> [Dataset extract]:
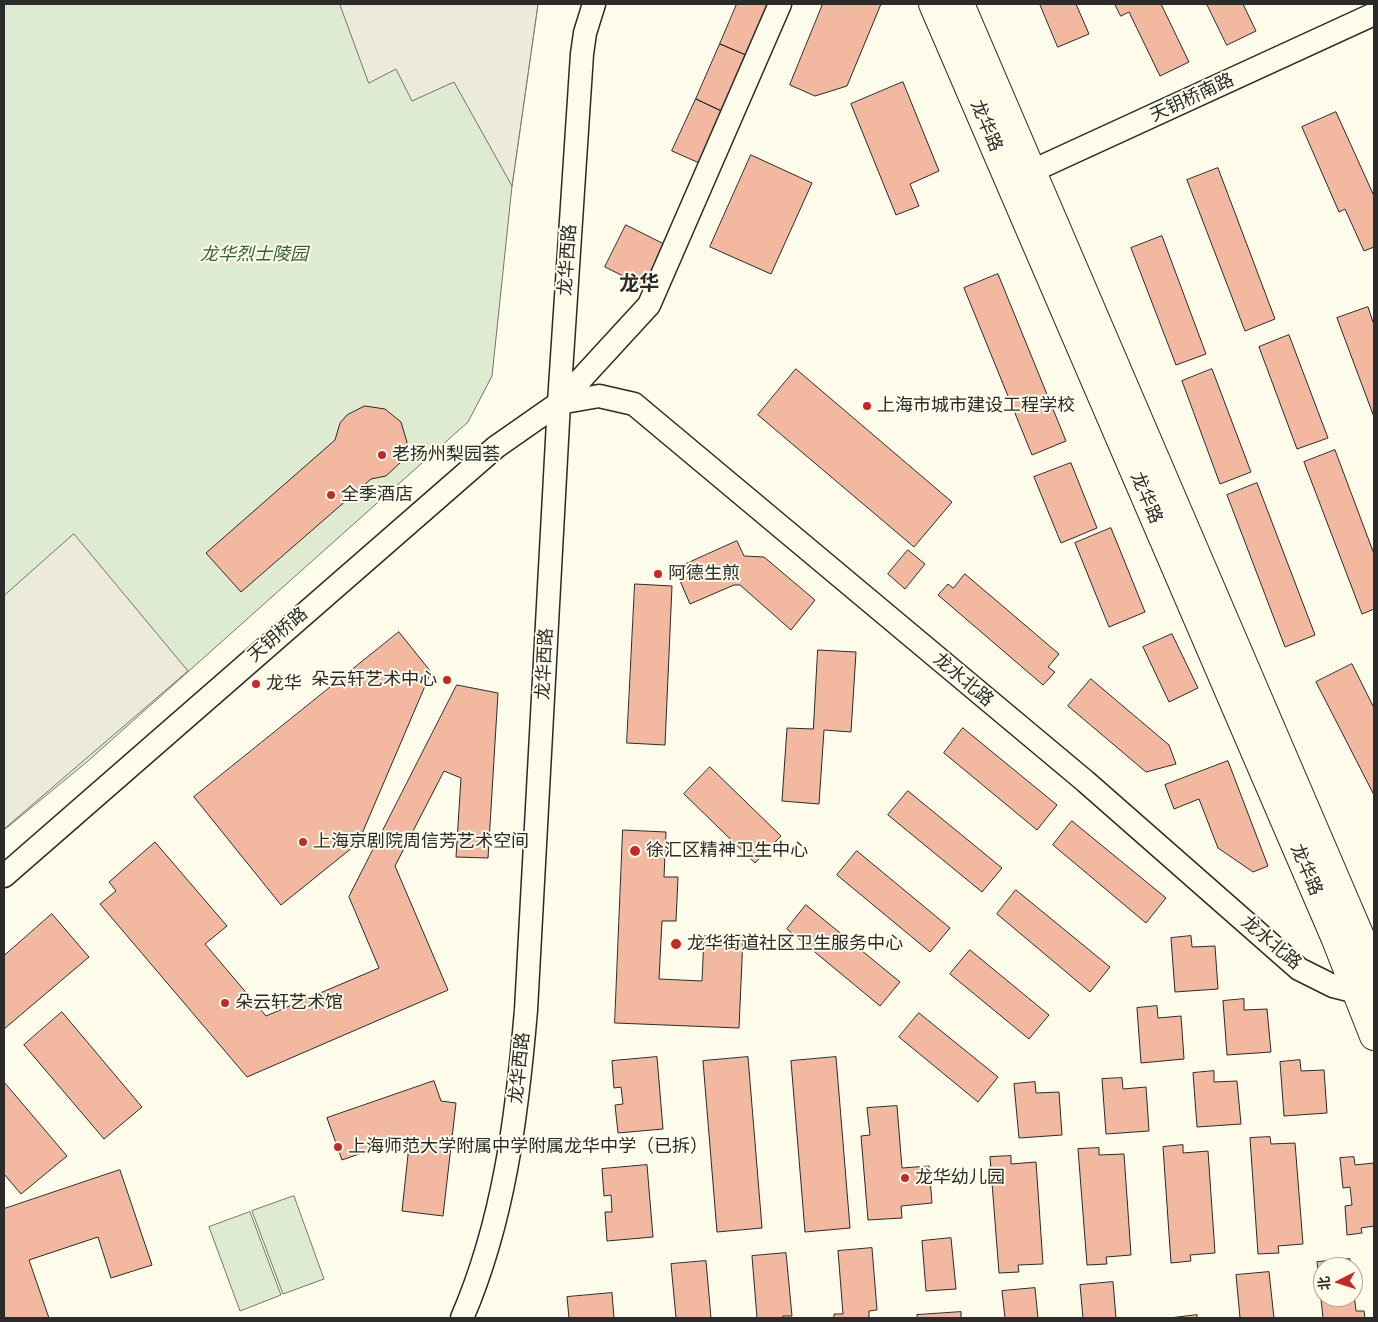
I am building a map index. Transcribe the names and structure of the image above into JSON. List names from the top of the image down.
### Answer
{
  "streets": {
    "main road": ["龙华路"],
    "street": [
      "天钥桥南路",
      "龙华西路",
      "天钥桥路",
      "龙水北路"
    ]
  },
  "crossings": [
    ["天钥桥南路", "龙华路"],
    ["龙华路", "龙水北路"],
    ["龙华西路", "天钥桥路"],
    ["龙华西路", "龙水北路"],
    ["天钥桥路", "龙水北路"]
  ],
  "districts": ["龙华"],
  "parks": ["龙华烈士陵园"],
  "places": [
    "上海市城市建设工程学校",
    "老扬州梨园荟",
    "全季酒店",
    "阿德生煎",
    "朵云轩艺术中心",
    "龙华",
    "上海京剧院周信芳艺术空间",
    "徐汇区精神卫生中心",
    "龙华街道社区卫生服务中心",
    "朵云轩艺术馆",
    "上海师范大学附属中学附属龙华中学（已拆）",
    "龙华幼儿园"
  ],
  "north": "left"
}
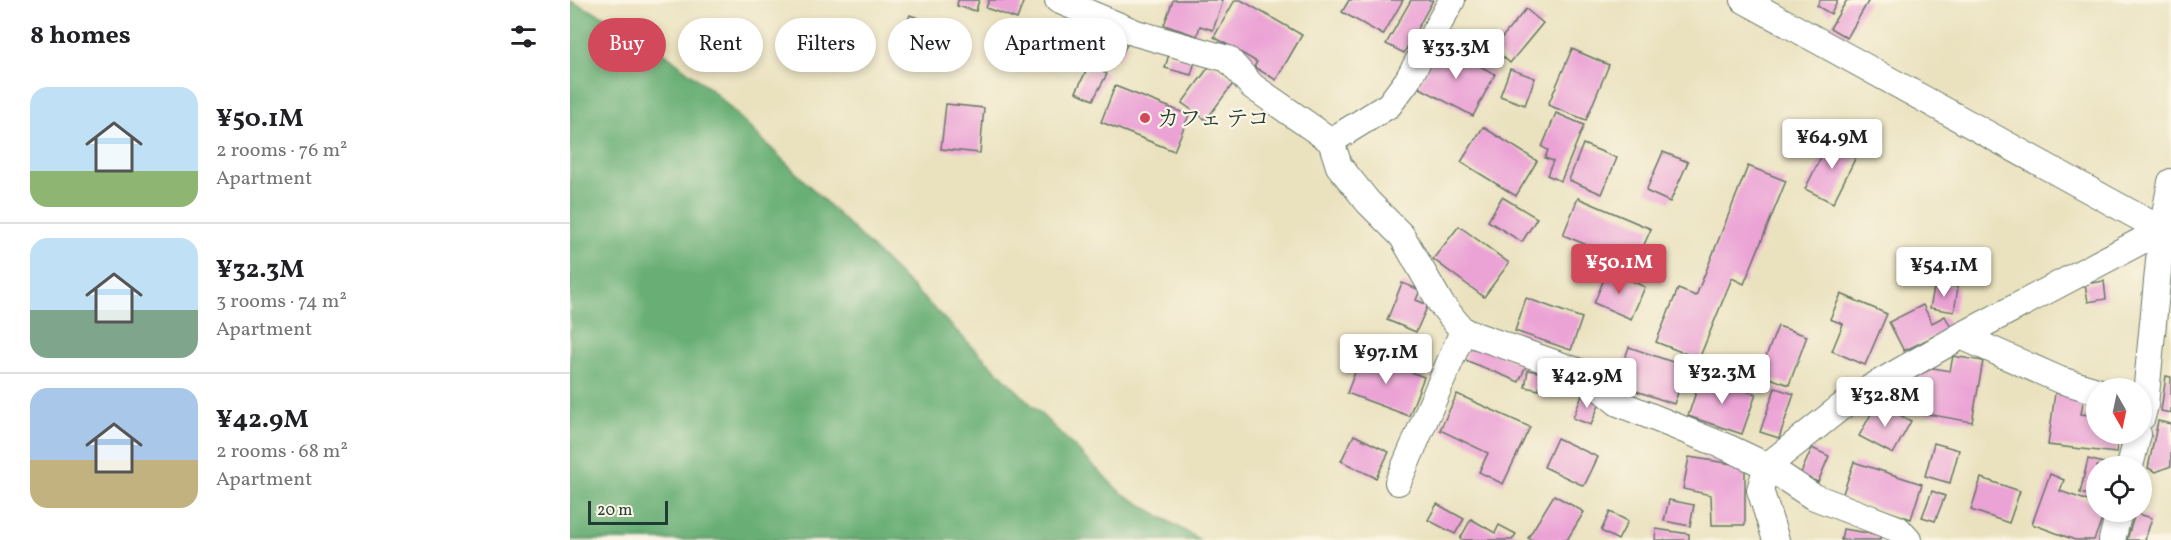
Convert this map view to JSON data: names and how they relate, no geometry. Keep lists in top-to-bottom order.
{
  "places": ["カフェ テコ"],
  "scale_bar": "20 m",
  "north": "bottom",
  "page": {
    "heading": "8 homes",
    "chip": [
      "Buy",
      "Rent",
      "Filters",
      "New",
      "Apartment"
    ],
    "price": [
      "¥33.3M",
      "¥64.9M",
      "¥50.1M",
      "¥54.1M",
      "¥97.1M",
      "¥32.3M",
      "¥42.9M",
      "¥32.8M"
    ],
    "list": [
      {
        "name": "¥50.1M",
        "note": "2 rooms · 76 m² · Apartment"
      },
      {
        "name": "¥32.3M",
        "note": "3 rooms · 74 m² · Apartment"
      },
      {
        "name": "¥42.9M",
        "note": "2 rooms · 68 m² · Apartment"
      }
    ],
    "scale": "20 m"
  }
}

> [Problem details]: Reproduce, word for word, the lines of the data from the one that contains "Convert this map" to the end, both ends included.

> [Exercise output]:
Convert this map view to JSON data: names and how they relate, no geometry. Keep lists in top-to-bottom order.
{
  "places": ["カフェ テコ"],
  "scale_bar": "20 m",
  "north": "bottom",
  "page": {
    "heading": "8 homes",
    "chip": [
      "Buy",
      "Rent",
      "Filters",
      "New",
      "Apartment"
    ],
    "price": [
      "¥33.3M",
      "¥64.9M",
      "¥50.1M",
      "¥54.1M",
      "¥97.1M",
      "¥32.3M",
      "¥42.9M",
      "¥32.8M"
    ],
    "list": [
      {
        "name": "¥50.1M",
        "note": "2 rooms · 76 m² · Apartment"
      },
      {
        "name": "¥32.3M",
        "note": "3 rooms · 74 m² · Apartment"
      },
      {
        "name": "¥42.9M",
        "note": "2 rooms · 68 m² · Apartment"
      }
    ],
    "scale": "20 m"
  }
}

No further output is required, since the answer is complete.